# Attic pics now????



## mtmtnman (May 1, 2012)

Got notice we are supposed to take attic pics on every initial secure and resecure. Glad i do VERY little P&P anymore! Anything over 6' per OSHA (which the servicing co's could give two turds about) requires 2 people. I work alone. Many houses i visit have no attic access anyways!.............


----------



## hammerhead (Apr 26, 2012)

we have always had to take attic pics.


----------



## mtmtnman (May 1, 2012)

Can't see much in most. Don't know what they think they will see. Are you running 2 man crews??


----------



## hammerhead (Apr 26, 2012)

yes


----------



## GTX63 (Apr 12, 2012)

They want documentation if there are roof leaks, damaged or molded sheeting, debris, bats, hermits,etc. More times than not there is no attic or access and we just let them know.


----------



## Guest (Aug 30, 2012)

All government backed loans applicants are being pushed to have a certified Home Inspector complete an inspection pre-loan and guess what.....? According to my inspector friends they are finding that nearly 80% of foreclosures in our area have mold... Well Shock Me Silly- Really! Every Kilz coverup is a failure, every home is air tested to IAQA standards. I hear a lot of chargebacks are coming to the contractors who fail these inspections....Fannie said ENOUGH, HUD said enough. 

These home inspectors are telling buyers to request the protocol documentation from the restoration contractor, their certifications and their commercial pollution liability policy before purchase. In most States the Service Company or anyother General Contractor has to supply names of subs.

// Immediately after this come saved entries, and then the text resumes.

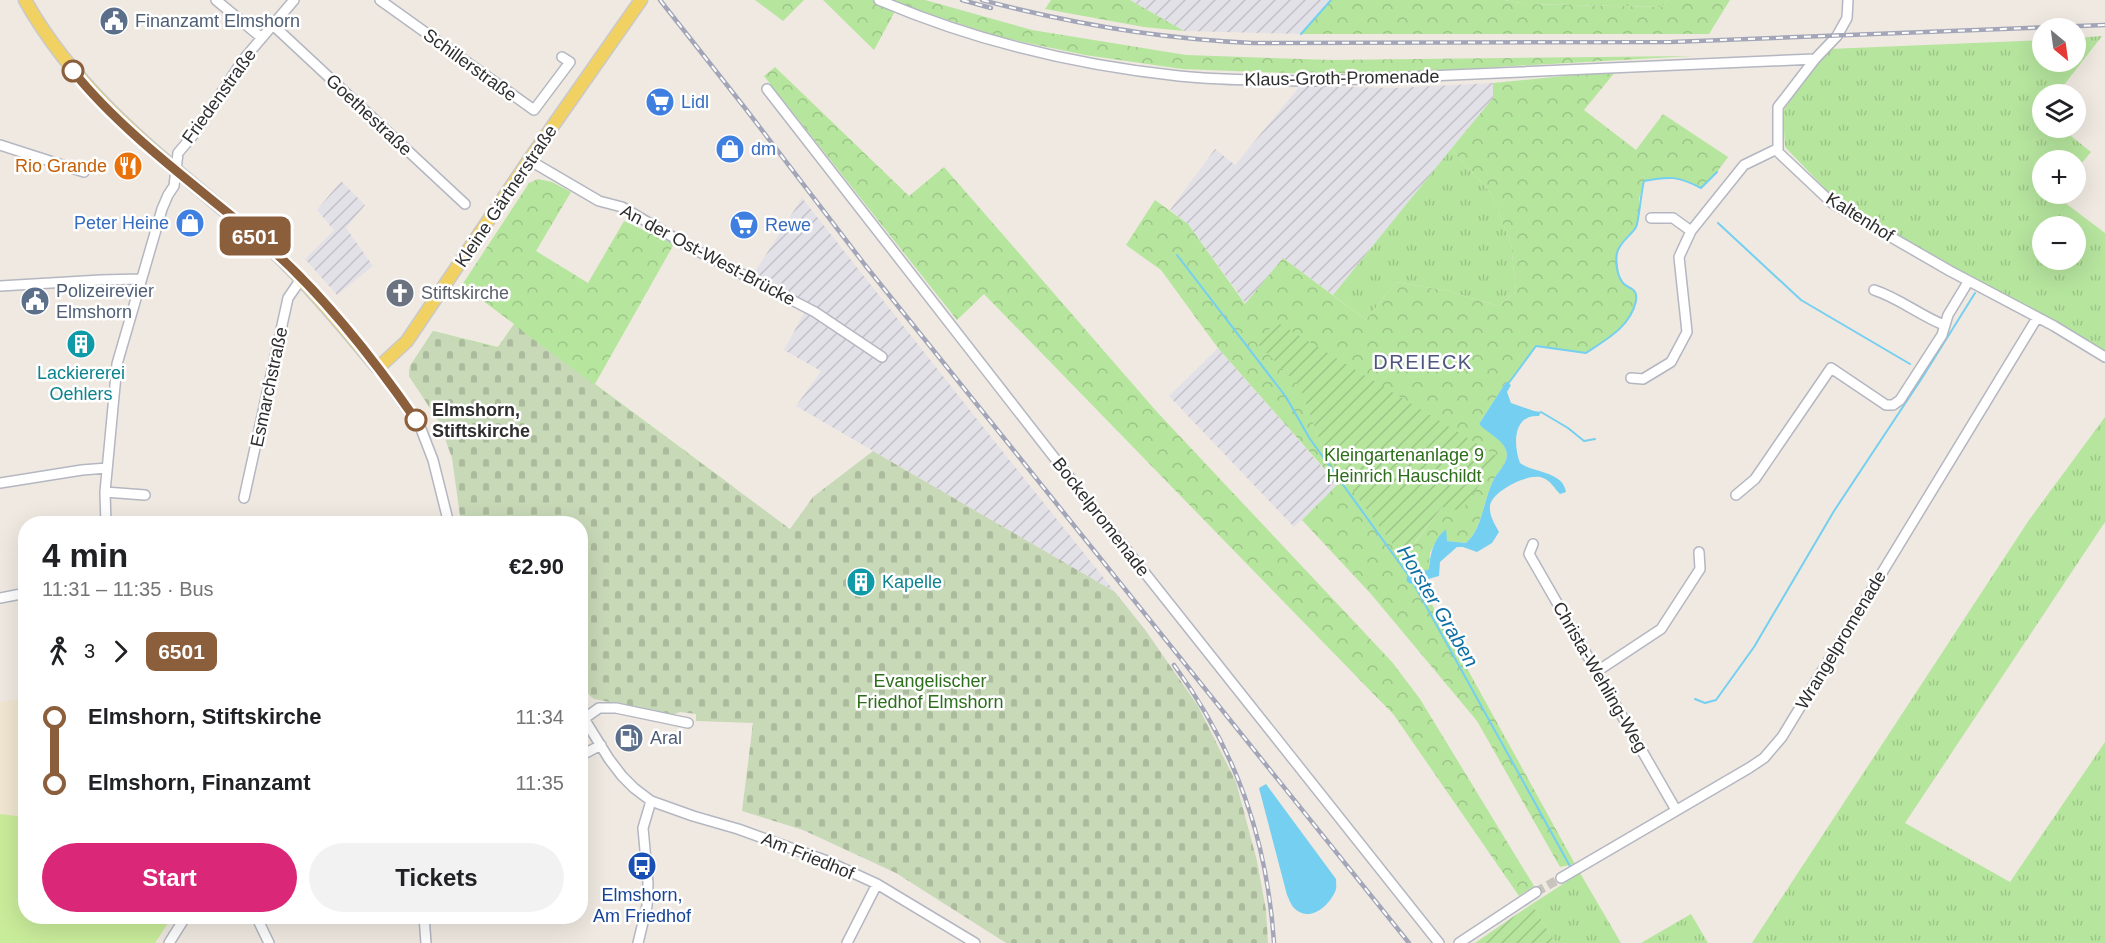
<!DOCTYPE html>
<meta charset="utf-8">
<style>
:root{--surface:#fff;--page:#f2f2f2;--text:#202124;--muted:#757577;--accent:#db2777}
body{margin:0;font-family:Helvetica,sans-serif;background:var(--page);color:var(--text);height:100vh;display:flex;flex-direction:column;font-size:22px;white-space:nowrap}
*{box-sizing:border-box;margin:0}
p{font-size:20px;color:var(--muted)}
.icon{flex:none;width:33px;height:33px;fill:none;stroke:currentColor;stroke-width:2;stroke-linecap:round;stroke-linejoin:round}
.map{position:relative;flex:1;overflow:hidden}
.panel{position:absolute;left:18px;top:516px;width:570px;height:408px;display:flex;flex-direction:column;background:var(--surface);border-radius:24px;box-shadow:0 6px 24px #0002}
.panel>*{flex:none}
.badge{padding:0 12px;border-radius:9px;font-size:21px;line-height:39px}
.needle{width:39px;rotate:151deg}
.controls{position:absolute;left:2032px;top:18px;display:grid;gap:12px}
.controls a{display:grid;place-items:center;width:54px;height:54px;border-radius:50%;background:var(--surface);box-shadow:0 6px 24px #0002;font-size:30px}
.map>.badge{position:absolute;translate:-50% -50%;box-shadow:0 0 0 3px #fff}
.legs{display:flex;align-items:center;gap:9px;height:66px;padding:0 24px;font-size:20px}
.legs p{margin-inline-start:auto}
.overview{display:flex;align-items:center;justify-content:space-between;height:102px;padding:0 24px}
h1{font-size:33px;font-weight:700;line-height:45px}
.cta{display:flex;gap:12px;margin-top:auto;padding:12px 24px}
.cta a{flex:1;height:69px;border-radius:36px;background:var(--accent);color:#fff;font-size:24px;font-weight:700;line-height:69px;text-align:center}
.cta a+a{background:var(--page);color:var(--text)}
ul{padding:0 24px;list-style:none}
li{display:flex;align-items:center;gap:21px;height:66px;font-size:22px}
li i{display:grid;place-items:center;width:9px;height:100%;margin:0 8px;background:currentColor}
li i::after{content:'';width:15px;height:15px;margin:-8px;border:4px solid;border-radius:50%;background:var(--surface)}
li p{margin-inline-start:auto}
li:first-child i{background:linear-gradient(#0000 50%,currentColor 0)}
li:last-child i{background:linear-gradient(currentColor 50%,#0000 0)}
.map>svg:first-child{display:block}
</style>
<div class="map">
<svg width="2105" height="943" viewBox="0 0 2105 943">
<defs>
<pattern id="industrial-furrows" width="10" height="10" patternUnits="userSpaceOnUse" patternTransform="scale(1.5)"><rect width="10" height="10" fill="#e3e1e8"/><path d="M-1 1l2-2M0 10L10 0M9 11l2-2" fill="none" stroke="#c3c1c7"/></pattern>
<pattern id="grass-tufts" width="24" height="20" patternUnits="userSpaceOnUse" patternTransform="scale(1.5)"><rect width="24" height="20" fill="#b6e59e"/><path d="M3 7l-1-3M5 7V3M7 7l1-3M15 17l-1-3M17 17v-4M19 17l1-3" fill="none" stroke="#9dc588"/></pattern>
<pattern id="forest-crowns" width="20" height="18" patternUnits="userSpaceOnUse" patternTransform="scale(1.5)"><rect width="20" height="18" fill="#b6e59e"/><path d="M2 6a3 3 0 1 1 6 0M12 15a3 3 0 1 1 6 0" fill="none" stroke="#9dc588"/></pattern>
<pattern id="cemetery-stones" width="16" height="16" patternUnits="userSpaceOnUse" patternTransform="scale(1.5)"><rect width="16" height="16" fill="#c8d9b8"/><path d="M2 7V4a2 2 0 0 1 4 0v3zM10 15v-3a2 2 0 0 1 4 0v3z" fill="#acbb9e"/></pattern>
<pattern id="garden-furrows" width="10" height="10" patternUnits="userSpaceOnUse" patternTransform="scale(1.5)"><rect width="10" height="10" fill="#b6e59e"/><path d="M-1 1l2-2M0 10L10 0M9 11l2-2" fill="none" stroke="#9dc588"/></pattern>
</defs>
<rect width="100%" height="100%" fill="#efe9e1"/>
<path fill="url(#industrial-furrows)" d="M1130 0H1331L1301 34 1184 31Z
M1493 83V98L1333 295 1283 258 1246 304 1188 224 1170 210 1215 149 1235 165 1300 86 1394 88Z
M341 181 365 205 346 228 373 266 337 295 305 259 334 230 317 210Z
M802 198 999 447 1115 592 796 406 821 371 784 350 809 304 753 275Z
M1218 348 1338 485 1294 527 1169 396Z"/>
<path fill="#f0e6d1" d="M25 698V817L0 814V702Z"/>
<path fill="url(#grass-tufts)" fill-rule="evenodd" d="M1504 0H1668L1662 7 1526 4Z
M2102 36 2057 94H2043V128H2061L2091 152 2076 170V160H2043V194H2057L2056 196 2105 233V353L1947 265 1836 200 1785 147 1783 111 1808 74 1829 49 2043 40V62H2076V38ZM2043 226H2076V260H2043Z
M1451 149 1490 192 1511 243 1516 292 1498 306 1447 291 1396 282 1366 320 1333 295Z
M2105 417V522L1905 823 2010 882 2105 742V943H1752L2029 520Z
M1580 873 1621 943H1555L1532 904Z
M1691 914 1708 943H1641Z"/>
<path fill="url(#forest-crowns)" fill-rule="evenodd" d="M755 0H804L783 21Z
M823 0H925L1032 30 1186 55 1332 60 1692 56 1426 71 1313 74 1182 69 1085 55 1000 37 899 4 874 50Z
M1051 0H1130L1184 31 1144 27 1045 9Z
M1331 0H1504L1526 4 1662 7 1668 0H1730L1709 34H1301Z
M775 67 909 196 944 167 1157 412 1392 662 1420 699 1534 886 1519 896 1394 715 984 294 957 320 764 76Z
M1616 71 1584 110 1636 150 1663 114 1728 157 1717 172 1701 188C1678 176 1669 176 1644 181L1639 199V220L1635 228 1621 243 1617 253 1619 278 1624 284 1635 291 1637 295 1633 312 1622 327 1612 336 1586 353 1536 346 1508 384 1506 382 1479 424C1487 432 1503 440 1506 450 1510 462 1499 470 1494 479 1483 500 1483 527 1466 543L1447 541 1435 543 1430 553 1428 579 1420 583 1575 864 1560 867 1477 721 1371 594 1302 520 1338 484 1218 348 1161 270 1126 245 1155 200 1188 224 1245 304 1283 258 1366 320 1396 282 1447 291 1498 306 1516 292 1511 243 1490 192 1451 149 1493 98V83ZM1300 386 1442 507 1415 543 1324 452Z
M538 179 552 182 571 192 536 251 588 283 624 221 674 244 595 384 735 488 417 388 409 376 410 366 433 331 498 347 514 324 462 285 529 183Z"/>
<path fill="url(#cemetery-stones)" d="M514 325 790 529 813 497 873 451 1115 592 1146 631 1198 706 1236 782 1257 861 1266 910 1268 943H1006L896 873 803 830 742 811 753 723 696 721V714L680 712 672 715 594 699 581 688 580 524 461 523 452 458 439 422 409 376 410 366 433 331 498 348Z"/>
<path fill="url(#garden-furrows)" d="M1275 321 1499 457 1461 511 1442 507 1403 558 1324 452 1300 387 1258 344Z
M1532 904 1555 943H1475Z"/>
<path fill="#c9ec9a" d="M0 814 25 817 26 916 172 917 155 943H0Z"/>
<path fill="#75cff0" d="M1506 382 1511 385 1507 392 1511 403 1534 411 1541 412 1539 416C1513 414 1513 445 1520 463 1533 473 1563 471 1566 492L1560 494C1554 488 1551 481 1543 478 1530 472 1492 491 1490 506 1489 516 1495 524 1499 532L1492 543 1477 552 1463 547H1457L1440 562 1439 576 1428 579C1430 559 1430 543 1446 529L1447 541 1466 543C1483 528 1483 500 1494 479 1499 470 1510 462 1506 450 1502 439 1487 433 1479 424Z
M1266 784 1336 879C1336 883 1337 888 1335 892 1328 907 1309 923 1294 908 1291 905 1289 899 1287 895L1259 788Z"/>
<g fill="none" stroke-linecap="round" stroke-linejoin="round">
<path stroke="#75cff0" stroke-width="2" d="M1301 34 1331 0
M1718 223 1801 300 1910 364
M1177 255 1286 397 1310 439 1411 579 1571 868
M1508 384 1536 346 1586 353C1607 339 1630 327 1636 301 1636 297 1637 295 1635 292 1633 288 1627 287 1624 284 1617 277 1615 262 1617 253 1620 241 1631 236 1636 227 1639 221 1641 191 1644 181 1669 176 1678 176 1701 188L1717 172
M1541 412 1568 428 1584 441 1595 439
M1695 699 1705 703 1716 700 1754 647 1834 511 1922 378 1975 293"/>
<path stroke="#75cff0" stroke-width="9" d="M1411 579 1429 574"/>
<path stroke="#c8c4bd" stroke-width="9" stroke-dasharray="9 4.5" stroke-linecap="butt" d="M1536 892 1561 878"/>
<g stroke="#b4b7c1" stroke-width="12">
<path id="minor" d="M216 0 262 38
M380 0 534 110 570 62 562 57
M879 0C975 41 1075 65 1179 76 1224 81 1270 80 1315 81L1815 59
M1848 0 1847 18 1837 36 1815 59 1778 107V152L1832 203 1950 271 2054 326 2105 357
M274 26 465 204
M767 89 1106 524 1439 943
M0 145 84 172
M529 160 599 201 622 207 688 246 815 312 882 357
M1651 218H1673L1691 231
M0 286 101 280 140 279
M1874 290C1899 298 1919 315 1944 325
M378 368 421 429 433 460 449 524
M1631 378 1643 379 1671 362 1687 332 1679 257 1691 231 1744 165 1777 149
M0 483 82 470 107 468
M105 492 145 495
M1736 495 1755 479 1831 368 1886 405H1893L1900 400 1942 335 1948 315 1968 282
M244 498 288 298 301 279
M106 524 105 492 117 364 162 209 168 195 174 186 178 153 194 134 243 60 294 0
M1533 544 1529 554 1676 810
M0 598 26 593
M1596 672 1661 629 1700 569 1699 552
M580 712 609 759 622 776 634 788 651 801 693 816 738 829 827 861 877 884 975 943
M585 718 599 708H616L688 723
M580 756 601 745
M1561 878 1749 768 1764 758 1782 737 2037 318
M256 916 269 943
M424 916 426 943
M169 943 186 916
M638 943 647 906 648 883 643 828 651 801
M847 943 877 884
M1459 943 1536 892"/>
</g>
<g stroke="#c9c9c9" stroke-width="15">
<path id="major" d="M25 0C75 90 155 152 232 217 245 228 259 238 271 249 310 286 344 328 378 368L407 341 529 160 641 0"/>
</g>
<use href="#minor" stroke="#fff" stroke-width="9"/>
<use href="#major" stroke="#f2d163" stroke-width="12"/>
<g stroke="#a3a6b8" stroke-width="4.5">
<path id="rail" d="M660 0 745 108 865 265 1409 943
M962 0 991 8
M982 0C1072 24 1161 39 1253 43L1672 42 2105 25
M1174 665C1236 750 1267 838 1274 943"/>
</g>
<use href="#rail" stroke="#fff" stroke-width="2" stroke-dasharray="7" stroke-linecap="butt"/>
</g>
<g fill="none" stroke-linecap="round" stroke-linejoin="round">
<g stroke="#fff" stroke-width="14">
<path id="line-1" d="M73 71C125 136 205 192 269 247 322 294 375 361 416 420"/>
</g>
<use href="#line-1" stroke="#8b5e3c" stroke-width="9"/>
</g>
<defs>
<g id="civic-disc" transform="scale(1.5)"><circle r="9.5" fill="#5c6f8a" stroke="#fff"/><path d="M-.6-6.5H3V-4.5H.6V-3L4-1V1h2V6H-6V1h2V-1L-.6-3ZM-1.2 2.5V6h2.4V2.5Z" fill="#fff"/></g>
<g id="supermarket-disc" transform="scale(1.5)"><circle r="9.5" fill="#3f7fe0" stroke="#fff"/><path d="M-6-5.5h2.5l.6 2H6L4.5 2H-2.5L-4.4-4H-6ZM-1.5 3.2a1.3 1.3 0 1 0 .1 0ZM3 3.2a1.3 1.3 0 1 0 .1 0Z" fill="#fff"/></g>
<g id="shop-disc" transform="scale(1.5)"><circle r="9.5" fill="#3f7fe0" stroke="#fff"/><path d="M-5-2.5h2.3a2.7 3.5 0 0 1 5.4 0H5L5.5 6h-11ZM-1.5-2.5h3a1.5 2.3 0 0 0-3 0Z" fill="#fff"/></g>
<g id="restaurant-disc" transform="scale(1.5)"><circle r="9.5" fill="#e8710a" stroke="#fff"/><path d="M-5-6h1v4h1v-4h1v4h1v-4h1v5L-1.5 .5V6h-2V.5L-5-1ZM5-6V6H3V1.5H1.5Q1.5-4 5-6Z" fill="#fff"/></g>
<g id="church-disc" transform="scale(1.5)"><circle r="9.5" fill="#6b7280" stroke="#fff"/><path d="M-1.2-6h2.4v3.5h3.3v2.4h-3.3V6h-2.4V-.1h-3.3v-2.4h3.3Z" fill="#fff"/></g>
<g id="building-disc" transform="scale(1.5)"><circle r="9.5" fill="#0f9aa8" stroke="#fff"/><path d="M-4-6H4V6H1V3H-1V6H-4ZM-2.5-4.3h1.7v1.8h-1.7ZM.8-4.3h1.7v1.8H.8ZM-2.5-1h1.7V.8h-1.7ZM.8-1h1.7V.8H.8Z" fill="#fff"/></g>
<g id="fuel-disc" transform="scale(1.5)"><circle r="9.5" fill="#5c6f8a" stroke="#fff"/><path d="M-5.5-6h7V0h2V4h1.3V-2.5L3-4.5l.8-.8L6-3V5H2.5V1h-1V6h-7ZM-4.2-4.7v3.2H.2V-4.7Z" fill="#fff"/></g>
<g id="bus-disc" transform="scale(1.5)"><circle r="9.5" fill="#1a4fb4" stroke="#fff"/><path d="M-5-6H5V4H4V6H2V4H-2V6H-4V4H-5ZM-3.5-4V0h7V-4ZM-3.5 1.2v1.5H-2V1.2ZM2 1.2v1.5H3.5V1.2Z" fill="#fff"/></g>
</defs>
<g fill-rule="evenodd">
<use href="#civic-disc" x="114" y="21"/>
<use href="#supermarket-disc" x="660" y="102"/>
<use href="#shop-disc" x="730" y="149"/>
<use href="#restaurant-disc" x="128" y="166"/>
<use href="#shop-disc" x="190" y="223"/>
<use href="#supermarket-disc" x="744" y="225"/>
<use href="#church-disc" x="400" y="293"/>
<use href="#civic-disc" x="35" y="301"/>
<use href="#building-disc" x="81" y="344"/>
<use href="#building-disc" x="861" y="582"/>
<use href="#fuel-disc" x="629" y="738"/>
<use href="#bus-disc" x="642" y="866"/>
</g>
<g fill="#fff" stroke="#8b5e3c" stroke-width="3">
<circle cx="73" cy="71" r="10"/>
<circle cx="416" cy="420" r="10"/>
</g>
<g text-anchor="middle" stroke-width="5" stroke-linejoin="round" paint-order="stroke">
<g font-size="18" fill="#4e5e75" stroke="#fff" text-anchor="start">
<text x="135" y="27">Finanzamt Elmshorn</text>
<text x="56" y="297">Polizeirevier<tspan x="56" dy="21">Elmshorn</tspan></text>
<text x="650" y="744">Aral</text>
</g>
<g font-size="18" fill="#2e2e2e" stroke="#fff">
<text transform="translate(470 65) rotate(36)" y="6">Schillerstraße</text>
<text transform="translate(1342 78) rotate(-1)" y="6">Klaus-Groth-Promenade</text>
<text transform="translate(219 96) rotate(-54)" y="6">Friedenstraße</text>
<text transform="translate(369 115) rotate(43)" y="6">Goethestraße</text>
<text transform="translate(506 196) rotate(-56)" y="6">Kleine Gärtnerstraße</text>
<text transform="translate(1860 217) rotate(32)" y="6">Kaltenhof</text>
<text transform="translate(708 255) rotate(28)" y="6">An der Ost-West-Brücke</text>
<text transform="translate(269 387) rotate(-78)" y="6">Esmarchstraße</text>
<text transform="translate(1101 517) rotate(52)" y="6">Bockelpromenade</text>
<text transform="translate(1841 640) rotate(-59)" y="6">Wrangelpromenade</text>
<text transform="translate(1600 677) rotate(60)" y="6">Christa-Wehling-Weg</text>
<text transform="translate(808 856) rotate(22)" y="6">Am Friedhof</text>
</g>
<g font-size="18" fill="#366cbe" stroke="#fff" text-anchor="start">
<text x="681" y="108">Lidl</text>
<text x="751" y="155">dm</text>
<text x="169" y="229" text-anchor="end">Peter Heine</text>
<text x="765" y="231">Rewe</text>
</g>
<g font-size="18" fill="#c56008" stroke="#fff" text-anchor="end">
<text x="107" y="172">Rio Grande</text>
</g>
<g font-size="18" fill="#5b616d" stroke="#fff" text-anchor="start">
<text x="421" y="299">Stiftskirche</text>
</g>
<g font-size="18" fill="#0d838f" stroke="#fff">
<text x="81" y="379">Lackiererei<tspan x="81" dy="21">Oehlers</tspan></text>
<text x="882" y="588" text-anchor="start">Kapelle</text>
</g>
<g font-size="18" font-weight="bold" fill="#2e2e2e" stroke="#fff" text-anchor="start">
<text x="432" y="416">Elmshorn,<tspan x="432" dy="21">Stiftskirche</tspan></text>
</g>
<g font-size="18" fill="#2c6e1b" stroke="#fff">
<text x="1404" y="461">Kleingartenanlage 9<tspan x="1404" dy="21">Heinrich Hauschildt</tspan></text>
<text x="930" y="687">Evangelischer<tspan x="930" dy="21">Friedhof Elmshorn</tspan></text>
</g>
<g font-size="18" fill="#164399" stroke="#fff">
<text x="642" y="901">Elmshorn,<tspan x="642" dy="21">Am Friedhof</tspan></text>
</g>
<g font-size="20" letter-spacing="1.5" fill="#4d5680" stroke="#fff">
<text x="1423" y="369">DREIECK</text>
</g>
<g font-size="20" font-style="italic" fill="#0d6fa3" stroke="#fff">
<text transform="translate(1438 606) rotate(59)" y="7">Horster Graben</text>
</g>
</g>
</svg>
<div class="controls">
<a><svg class="needle" viewBox="-14 -14 28 28"><path d="M0-13l5 13h-10z" fill="#e53935"/><path d="M0 13l5-13h-10z" fill="#757577"/></svg></a>
<a><svg class="icon" aria-label="layers" viewBox="0 0 24 24"><path d="M12 4l9 5-9 5-9-5zM3 14l9 5 9-5"/></svg></a>
<a>+</a>
<a>−</a>
</div>
<b class="badge" style="left:255px;top:236px;background:#8b5e3c;color:#fff">6501</b>
<section class="panel">
<div class="overview"><div><h1>4 min</h1><p>11:31 – 11:35 · Bus</p></div><b>€2.90</b></div>
<div class="legs"><svg class="icon" aria-label="walk" viewBox="0 0 24 24"><circle cx="13" cy="4" r="2"/><path d="M13 8l-2 6 4 7M11 14l-3 7M7 12l3-4h3l4 4"/></svg>3<svg class="icon" aria-label="forward" viewBox="0 0 24 24"><path d="M9 5l7 7-7 7"/></svg><b class="badge" style="background:#8b5e3c;color:#fff">6501</b></div>
<ul>
<li><i style="color:#8b5e3c"></i><b>Elmshorn, Stiftskirche</b><p>11:34</p></li>
<li><i style="color:#8b5e3c"></i><b>Elmshorn, Finanzamt</b><p>11:35</p></li>
</ul>
<div class="cta"><a>Start</a><a>Tickets</a></div>
</section>
</div>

in the last 2 weeks we have r&r 2 roofs and start another tomorrow...ALL due to mold.


----------



## Guest (Aug 30, 2012)

We have been required to do the same for quite some time now??


----------



## thanohano44 (Aug 5, 2012)

FremontREO said:


> All government backed loans applicants are being pushed to have a certified Home Inspector complete an inspection pre-loan and guess what.....? According to my inspector friends they are finding that nearly 80% of foreclosures in our area have mold... Well Shock Me Silly- Really! Every Kilz coverup is a failure, every home is air tested to IAQA standards. I hear a lot of chargebacks are coming to the contractors who fail these inspections....Fannie said ENOUGH, HUD said enough.
> 
> These home inspectors are telling buyers to request the protocol documentation from the restoration contractor, their certifications and their commercial pollution liability policy before purchase. In most States the Service Company or anyother General Contractor has to supply names of subs.
> 
> in the last 2 weeks we have r&r 2 roofs and start another tomorrow...ALL due to mold.


Same here....


----------



## JFMURFY (Sep 16, 2012)

According to FAS it's not mold silly... its "Discoloration"....


----------



## BamaPPC (May 7, 2012)

on your attic inspections. the biggie is fire damage. usually a roof leak will manifest itself in the ceiling sheetrock. But a past fire that has already been rehab'd. it may look great from the floor. new sheetrock on the ceilings and walls. New roof. But they didn't replace all the rafters and/or joists. If you get caught saying there is no fire damage, and then someone else finds scorched roof structure....you may be replacing all the scorched wood. $$$$


----------



## thanohano44 (Aug 5, 2012)

BamaPPC said:


> on your attic inspections. the biggie is fire damage. usually a roof leak will manifest itself in the ceiling sheetrock. But a past fire that has already been rehab'd. it may look great from the floor. new sheetrock on the ceilings and walls. New roof. But they didn't replace all the rafters and/or joists. If you get caught saying there is no fire damage, and then someone else finds scorched roof structure....you may be replacing all the scorched wood. $$$$


I've heard horror stories like what you've just described in Utah from a former competitor. He is no longer in business due to this oversight.


----------



## Guest (Sep 4, 2012)

I recently worked on a house with an attic full of crack pipes, syringes, spoons and empty bottles of Mad Dog. Be careful up there!


----------